2 min readLast updated 17 June 2026
Exit-intent and timed popups
A popup is a form rendered in a layer over your page. Same builder as an inline form, different surface.
Build the popup
- Audience → Forms → New form — build the form just like an inline one.
- Attach a popup surface — in the form settings, switch the surface to Popup.
- Pick a trigger:
- Exit intent — fires when the cursor leaves through the top of the page (the visitor is heading for the back button or the address bar).
- Timed — fires after N seconds on the page. 15-30 seconds is a typical range.
- Pick frequency:
- Once per visitor — recommended. We set a cookie so the popup never fires twice for the same person.
- Once per session — fires once per visit. Annoying on repeat visits.
- Every visit — never use this.
- Publish.
Embed the snippet
Paste the popup snippet into your site's <head> or just before the closing </body>. The snippet is small and asynchronous — it won't slow your page down.
Frequency hygiene — please
A few rules of thumb to keep popups from hurting your brand:
- One popup per page max. Never overlap two.
- Once per visitor for evergreen popups (newsletter, demo).
- Once per session is only acceptable for short-lived promotions (sale ends Friday).
- Don't fire on every page. A site-wide popup is acceptable on the homepage, blog index, and pricing page. Suppress it on the customer dashboard, the docs, and any logged-in surface.

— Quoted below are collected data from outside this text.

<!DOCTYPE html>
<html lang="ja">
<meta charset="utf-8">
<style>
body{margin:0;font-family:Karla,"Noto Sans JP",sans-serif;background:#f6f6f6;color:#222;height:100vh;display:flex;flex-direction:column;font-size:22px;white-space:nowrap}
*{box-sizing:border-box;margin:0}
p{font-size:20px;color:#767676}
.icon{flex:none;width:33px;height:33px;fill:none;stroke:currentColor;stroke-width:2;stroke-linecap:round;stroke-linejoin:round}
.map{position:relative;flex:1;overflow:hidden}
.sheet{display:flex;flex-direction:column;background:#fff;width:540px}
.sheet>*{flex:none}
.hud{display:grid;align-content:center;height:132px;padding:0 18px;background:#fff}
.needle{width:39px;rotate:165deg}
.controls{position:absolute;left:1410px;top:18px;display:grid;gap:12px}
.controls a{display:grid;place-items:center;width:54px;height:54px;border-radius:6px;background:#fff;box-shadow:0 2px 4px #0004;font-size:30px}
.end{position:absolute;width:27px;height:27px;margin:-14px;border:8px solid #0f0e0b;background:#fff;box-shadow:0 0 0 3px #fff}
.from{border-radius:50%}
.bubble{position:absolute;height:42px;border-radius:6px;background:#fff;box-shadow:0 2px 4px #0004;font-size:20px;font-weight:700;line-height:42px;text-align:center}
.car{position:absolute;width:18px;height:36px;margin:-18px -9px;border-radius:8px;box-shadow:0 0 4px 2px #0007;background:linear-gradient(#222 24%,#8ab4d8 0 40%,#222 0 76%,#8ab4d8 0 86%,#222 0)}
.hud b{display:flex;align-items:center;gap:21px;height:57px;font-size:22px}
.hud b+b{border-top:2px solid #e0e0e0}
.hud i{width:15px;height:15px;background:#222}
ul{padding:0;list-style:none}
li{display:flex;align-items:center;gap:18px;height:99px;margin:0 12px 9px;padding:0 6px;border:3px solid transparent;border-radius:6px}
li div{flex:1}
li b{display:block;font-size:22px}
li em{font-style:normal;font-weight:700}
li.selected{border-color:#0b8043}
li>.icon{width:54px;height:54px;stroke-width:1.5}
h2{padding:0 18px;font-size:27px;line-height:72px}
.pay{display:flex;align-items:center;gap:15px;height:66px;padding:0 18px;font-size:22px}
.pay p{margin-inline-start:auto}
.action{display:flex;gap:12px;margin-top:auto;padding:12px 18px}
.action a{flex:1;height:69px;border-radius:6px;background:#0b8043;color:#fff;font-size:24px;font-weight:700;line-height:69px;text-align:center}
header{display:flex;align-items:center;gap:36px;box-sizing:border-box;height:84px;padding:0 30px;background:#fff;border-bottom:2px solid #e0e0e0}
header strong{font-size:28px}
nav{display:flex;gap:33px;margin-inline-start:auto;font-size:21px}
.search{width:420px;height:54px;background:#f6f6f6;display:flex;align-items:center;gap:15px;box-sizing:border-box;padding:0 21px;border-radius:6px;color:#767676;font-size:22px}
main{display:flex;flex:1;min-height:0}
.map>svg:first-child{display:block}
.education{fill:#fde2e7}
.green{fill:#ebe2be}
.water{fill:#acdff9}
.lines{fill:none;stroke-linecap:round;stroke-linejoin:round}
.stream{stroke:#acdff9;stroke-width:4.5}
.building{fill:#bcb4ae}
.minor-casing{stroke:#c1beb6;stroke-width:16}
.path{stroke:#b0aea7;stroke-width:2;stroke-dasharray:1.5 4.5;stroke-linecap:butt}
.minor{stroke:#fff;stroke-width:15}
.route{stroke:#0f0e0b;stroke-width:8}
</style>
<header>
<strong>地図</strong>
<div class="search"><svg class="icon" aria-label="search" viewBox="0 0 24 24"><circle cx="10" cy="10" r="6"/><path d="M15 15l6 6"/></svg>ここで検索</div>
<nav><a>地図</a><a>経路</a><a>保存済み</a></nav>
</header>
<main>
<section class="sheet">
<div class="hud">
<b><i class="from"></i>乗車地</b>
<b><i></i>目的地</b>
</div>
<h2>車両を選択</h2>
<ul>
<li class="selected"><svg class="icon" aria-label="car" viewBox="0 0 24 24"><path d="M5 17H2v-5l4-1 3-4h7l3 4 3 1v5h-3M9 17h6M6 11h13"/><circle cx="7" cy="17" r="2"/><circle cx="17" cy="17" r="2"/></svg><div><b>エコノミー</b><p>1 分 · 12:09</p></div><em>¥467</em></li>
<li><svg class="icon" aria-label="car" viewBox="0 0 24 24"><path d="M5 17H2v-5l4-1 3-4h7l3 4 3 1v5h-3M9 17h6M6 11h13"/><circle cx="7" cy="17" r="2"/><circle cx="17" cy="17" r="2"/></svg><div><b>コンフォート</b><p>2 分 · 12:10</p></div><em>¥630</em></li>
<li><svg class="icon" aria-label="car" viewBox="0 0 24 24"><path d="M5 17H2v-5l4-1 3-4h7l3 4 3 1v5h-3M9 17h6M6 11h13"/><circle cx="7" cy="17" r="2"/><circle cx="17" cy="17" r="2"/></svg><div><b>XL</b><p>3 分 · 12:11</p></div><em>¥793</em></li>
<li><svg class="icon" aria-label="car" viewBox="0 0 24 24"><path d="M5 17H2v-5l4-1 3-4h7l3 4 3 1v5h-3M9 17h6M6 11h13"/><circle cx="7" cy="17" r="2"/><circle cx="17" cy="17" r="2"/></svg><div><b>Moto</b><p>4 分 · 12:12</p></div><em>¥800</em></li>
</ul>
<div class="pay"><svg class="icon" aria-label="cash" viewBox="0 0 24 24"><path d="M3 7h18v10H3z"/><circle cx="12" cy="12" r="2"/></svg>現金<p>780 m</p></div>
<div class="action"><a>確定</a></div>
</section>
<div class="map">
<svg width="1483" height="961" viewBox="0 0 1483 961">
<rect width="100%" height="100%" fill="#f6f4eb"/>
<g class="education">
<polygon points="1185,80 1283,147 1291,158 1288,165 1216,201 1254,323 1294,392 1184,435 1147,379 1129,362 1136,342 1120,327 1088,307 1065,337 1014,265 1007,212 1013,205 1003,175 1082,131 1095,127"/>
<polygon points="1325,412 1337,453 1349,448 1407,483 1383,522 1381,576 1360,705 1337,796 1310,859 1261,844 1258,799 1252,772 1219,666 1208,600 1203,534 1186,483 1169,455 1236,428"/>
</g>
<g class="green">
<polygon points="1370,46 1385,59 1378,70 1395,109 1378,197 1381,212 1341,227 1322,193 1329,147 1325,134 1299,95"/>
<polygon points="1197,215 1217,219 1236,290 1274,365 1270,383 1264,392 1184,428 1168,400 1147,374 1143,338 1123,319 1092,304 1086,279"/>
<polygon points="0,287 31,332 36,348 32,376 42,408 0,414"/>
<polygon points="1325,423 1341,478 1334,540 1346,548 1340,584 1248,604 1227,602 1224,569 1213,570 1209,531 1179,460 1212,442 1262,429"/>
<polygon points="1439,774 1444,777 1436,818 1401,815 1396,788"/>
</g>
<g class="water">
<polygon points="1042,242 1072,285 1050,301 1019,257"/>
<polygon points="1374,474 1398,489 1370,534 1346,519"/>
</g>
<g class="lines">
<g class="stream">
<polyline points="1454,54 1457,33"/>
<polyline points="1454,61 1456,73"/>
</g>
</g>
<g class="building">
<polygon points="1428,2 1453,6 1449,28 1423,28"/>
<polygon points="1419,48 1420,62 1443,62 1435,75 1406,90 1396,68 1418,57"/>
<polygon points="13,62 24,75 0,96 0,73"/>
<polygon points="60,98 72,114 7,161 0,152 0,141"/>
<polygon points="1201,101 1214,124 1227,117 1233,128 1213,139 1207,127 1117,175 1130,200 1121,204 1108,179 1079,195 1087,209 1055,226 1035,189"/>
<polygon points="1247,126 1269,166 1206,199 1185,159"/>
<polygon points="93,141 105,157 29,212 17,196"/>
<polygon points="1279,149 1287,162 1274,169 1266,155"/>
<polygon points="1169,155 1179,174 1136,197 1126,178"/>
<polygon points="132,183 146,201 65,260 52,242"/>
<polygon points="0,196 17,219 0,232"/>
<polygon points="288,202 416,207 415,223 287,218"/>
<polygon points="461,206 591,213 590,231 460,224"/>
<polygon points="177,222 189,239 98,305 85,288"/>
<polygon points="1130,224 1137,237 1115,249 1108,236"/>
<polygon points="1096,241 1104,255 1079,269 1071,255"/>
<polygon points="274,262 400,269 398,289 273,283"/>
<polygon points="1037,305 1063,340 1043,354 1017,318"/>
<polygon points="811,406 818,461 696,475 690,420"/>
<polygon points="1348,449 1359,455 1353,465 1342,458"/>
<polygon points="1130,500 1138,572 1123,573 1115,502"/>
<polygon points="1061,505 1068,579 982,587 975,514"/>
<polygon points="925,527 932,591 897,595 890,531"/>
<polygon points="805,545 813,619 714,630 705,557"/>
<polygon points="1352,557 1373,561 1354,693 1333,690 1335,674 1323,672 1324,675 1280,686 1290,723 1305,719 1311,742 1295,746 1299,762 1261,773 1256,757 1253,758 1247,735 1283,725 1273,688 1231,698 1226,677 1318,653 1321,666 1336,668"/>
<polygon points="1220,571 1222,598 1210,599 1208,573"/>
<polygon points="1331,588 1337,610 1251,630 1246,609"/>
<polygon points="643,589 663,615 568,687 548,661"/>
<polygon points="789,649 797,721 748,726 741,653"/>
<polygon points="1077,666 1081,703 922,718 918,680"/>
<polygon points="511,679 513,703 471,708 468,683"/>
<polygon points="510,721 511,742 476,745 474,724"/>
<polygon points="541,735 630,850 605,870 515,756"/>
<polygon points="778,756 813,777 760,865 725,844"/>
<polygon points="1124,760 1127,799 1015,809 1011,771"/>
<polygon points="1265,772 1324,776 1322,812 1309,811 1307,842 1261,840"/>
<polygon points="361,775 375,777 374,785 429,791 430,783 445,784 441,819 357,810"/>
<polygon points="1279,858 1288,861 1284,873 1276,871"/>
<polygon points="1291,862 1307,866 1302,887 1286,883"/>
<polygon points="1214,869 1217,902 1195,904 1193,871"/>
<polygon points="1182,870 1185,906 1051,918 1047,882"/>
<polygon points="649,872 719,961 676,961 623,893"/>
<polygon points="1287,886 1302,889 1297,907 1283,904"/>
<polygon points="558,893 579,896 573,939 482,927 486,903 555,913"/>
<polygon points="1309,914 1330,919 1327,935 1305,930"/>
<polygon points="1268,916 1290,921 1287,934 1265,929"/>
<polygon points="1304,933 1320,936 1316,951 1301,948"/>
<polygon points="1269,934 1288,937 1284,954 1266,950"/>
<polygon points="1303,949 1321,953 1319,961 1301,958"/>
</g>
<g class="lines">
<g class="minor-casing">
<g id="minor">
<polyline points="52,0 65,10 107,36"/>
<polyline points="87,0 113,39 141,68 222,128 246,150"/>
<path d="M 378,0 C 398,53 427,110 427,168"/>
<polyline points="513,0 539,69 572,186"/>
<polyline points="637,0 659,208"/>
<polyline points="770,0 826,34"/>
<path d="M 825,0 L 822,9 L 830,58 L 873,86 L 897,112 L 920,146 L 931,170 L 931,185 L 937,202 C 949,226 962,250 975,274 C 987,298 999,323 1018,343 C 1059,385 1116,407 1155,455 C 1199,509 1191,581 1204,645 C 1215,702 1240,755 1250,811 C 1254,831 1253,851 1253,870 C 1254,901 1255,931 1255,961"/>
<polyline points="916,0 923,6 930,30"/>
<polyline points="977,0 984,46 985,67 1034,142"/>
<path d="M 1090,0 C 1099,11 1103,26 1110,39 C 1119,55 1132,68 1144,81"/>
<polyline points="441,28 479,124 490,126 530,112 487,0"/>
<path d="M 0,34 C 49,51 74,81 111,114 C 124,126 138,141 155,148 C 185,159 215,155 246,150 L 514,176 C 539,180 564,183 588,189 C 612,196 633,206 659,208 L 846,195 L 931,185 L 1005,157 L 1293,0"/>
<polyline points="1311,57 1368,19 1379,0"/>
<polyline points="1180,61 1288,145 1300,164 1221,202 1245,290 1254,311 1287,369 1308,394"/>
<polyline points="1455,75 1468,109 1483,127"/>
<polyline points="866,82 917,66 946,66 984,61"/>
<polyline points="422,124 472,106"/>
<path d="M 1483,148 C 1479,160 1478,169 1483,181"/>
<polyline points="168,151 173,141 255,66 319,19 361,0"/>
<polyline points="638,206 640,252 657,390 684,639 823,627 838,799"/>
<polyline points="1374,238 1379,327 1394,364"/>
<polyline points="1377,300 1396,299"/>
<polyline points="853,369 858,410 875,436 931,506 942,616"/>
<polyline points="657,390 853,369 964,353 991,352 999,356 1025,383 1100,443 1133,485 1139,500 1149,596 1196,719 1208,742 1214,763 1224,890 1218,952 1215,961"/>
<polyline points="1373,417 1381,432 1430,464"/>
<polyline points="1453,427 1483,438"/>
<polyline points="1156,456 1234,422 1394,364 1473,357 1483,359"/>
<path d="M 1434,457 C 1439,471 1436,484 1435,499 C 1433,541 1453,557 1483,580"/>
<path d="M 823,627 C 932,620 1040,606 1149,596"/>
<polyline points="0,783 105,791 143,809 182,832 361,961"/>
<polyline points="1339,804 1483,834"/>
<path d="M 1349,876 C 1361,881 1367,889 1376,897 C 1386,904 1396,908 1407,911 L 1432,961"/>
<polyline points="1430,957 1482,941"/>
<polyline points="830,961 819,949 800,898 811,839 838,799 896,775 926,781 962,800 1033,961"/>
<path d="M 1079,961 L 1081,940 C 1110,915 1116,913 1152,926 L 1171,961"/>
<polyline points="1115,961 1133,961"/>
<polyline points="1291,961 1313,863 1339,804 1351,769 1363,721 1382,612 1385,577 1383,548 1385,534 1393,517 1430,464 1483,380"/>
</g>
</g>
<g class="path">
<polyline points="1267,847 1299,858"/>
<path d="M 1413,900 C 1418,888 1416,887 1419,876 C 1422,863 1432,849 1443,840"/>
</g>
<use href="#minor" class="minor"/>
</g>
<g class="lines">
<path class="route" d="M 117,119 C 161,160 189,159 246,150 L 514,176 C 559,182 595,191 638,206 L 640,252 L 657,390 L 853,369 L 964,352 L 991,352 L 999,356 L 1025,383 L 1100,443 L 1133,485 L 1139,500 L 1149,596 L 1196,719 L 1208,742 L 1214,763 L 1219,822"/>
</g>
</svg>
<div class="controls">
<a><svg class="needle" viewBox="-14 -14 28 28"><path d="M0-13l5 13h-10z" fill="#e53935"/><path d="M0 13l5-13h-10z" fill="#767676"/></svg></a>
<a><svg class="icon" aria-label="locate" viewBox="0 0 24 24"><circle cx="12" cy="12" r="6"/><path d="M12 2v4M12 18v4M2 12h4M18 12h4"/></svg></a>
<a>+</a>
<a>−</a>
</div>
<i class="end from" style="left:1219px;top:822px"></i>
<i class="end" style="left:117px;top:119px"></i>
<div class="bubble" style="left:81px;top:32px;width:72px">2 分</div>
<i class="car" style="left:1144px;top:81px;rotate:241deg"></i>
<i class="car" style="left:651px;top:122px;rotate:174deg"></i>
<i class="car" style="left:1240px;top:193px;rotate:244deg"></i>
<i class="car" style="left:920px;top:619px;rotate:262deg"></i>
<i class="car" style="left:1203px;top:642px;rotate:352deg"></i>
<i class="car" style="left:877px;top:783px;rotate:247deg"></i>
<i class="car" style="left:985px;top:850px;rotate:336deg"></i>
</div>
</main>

- Make the close button obvious. Big, visible X, no fake close buttons. People remember sites that trick them.
What you can measure
On the popup's detail page you'll see:
- Views — how many times the popup was rendered to a visitor.
- Submits — how many filled it in.
- Conversion rate — submits / views.
A healthy newsletter popup is around 2–4% conversion. Demo / lead-gen popups vary widely (0.5–10%) depending on the offer. Optimise by testing the copy in the form's heading and the offer — the trigger and frequency settings have less impact than people expect.